▶ [TASK ITEM]
These records need to be repeated exactly, every one of them.

▶ [RECORD EXCERPTS]
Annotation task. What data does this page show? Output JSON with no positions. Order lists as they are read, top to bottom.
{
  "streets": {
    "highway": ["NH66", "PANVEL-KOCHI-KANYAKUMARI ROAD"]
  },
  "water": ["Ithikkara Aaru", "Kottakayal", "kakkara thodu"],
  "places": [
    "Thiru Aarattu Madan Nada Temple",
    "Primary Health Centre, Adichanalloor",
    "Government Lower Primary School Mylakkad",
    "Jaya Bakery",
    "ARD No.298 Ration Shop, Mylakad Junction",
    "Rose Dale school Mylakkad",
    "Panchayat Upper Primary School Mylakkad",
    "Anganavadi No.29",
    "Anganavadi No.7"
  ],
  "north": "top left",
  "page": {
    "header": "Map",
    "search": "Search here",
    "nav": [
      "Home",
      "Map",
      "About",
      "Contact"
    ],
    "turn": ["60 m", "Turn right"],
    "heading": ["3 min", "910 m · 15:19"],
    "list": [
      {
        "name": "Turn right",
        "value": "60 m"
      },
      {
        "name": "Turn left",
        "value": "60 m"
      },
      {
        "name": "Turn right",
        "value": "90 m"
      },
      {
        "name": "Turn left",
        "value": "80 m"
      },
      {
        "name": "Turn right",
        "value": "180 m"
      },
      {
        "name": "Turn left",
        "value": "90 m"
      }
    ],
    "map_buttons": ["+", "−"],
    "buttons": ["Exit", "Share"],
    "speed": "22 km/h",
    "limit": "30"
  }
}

▶ [COMPLETED EXERCISE]
Annotation task. What data does this page show? Output JSON with no positions. Order lists as they are read, top to bottom.
{
  "streets": {
    "highway": ["NH66", "PANVEL-KOCHI-KANYAKUMARI ROAD"]
  },
  "water": ["Ithikkara Aaru", "Kottakayal", "kakkara thodu"],
  "places": [
    "Thiru Aarattu Madan Nada Temple",
    "Primary Health Centre, Adichanalloor",
    "Government Lower Primary School Mylakkad",
    "Jaya Bakery",
    "ARD No.298 Ration Shop, Mylakad Junction",
    "Rose Dale school Mylakkad",
    "Panchayat Upper Primary School Mylakkad",
    "Anganavadi No.29",
    "Anganavadi No.7"
  ],
  "north": "top left",
  "page": {
    "header": "Map",
    "search": "Search here",
    "nav": [
      "Home",
      "Map",
      "About",
      "Contact"
    ],
    "turn": ["60 m", "Turn right"],
    "heading": ["3 min", "910 m · 15:19"],
    "list": [
      {
        "name": "Turn right",
        "value": "60 m"
      },
      {
        "name": "Turn left",
        "value": "60 m"
      },
      {
        "name": "Turn right",
        "value": "90 m"
      },
      {
        "name": "Turn left",
        "value": "80 m"
      },
      {
        "name": "Turn right",
        "value": "180 m"
      },
      {
        "name": "Turn left",
        "value": "90 m"
      }
    ],
    "map_buttons": ["+", "−"],
    "buttons": ["Exit", "Share"],
    "speed": "22 km/h",
    "limit": "30"
  }
}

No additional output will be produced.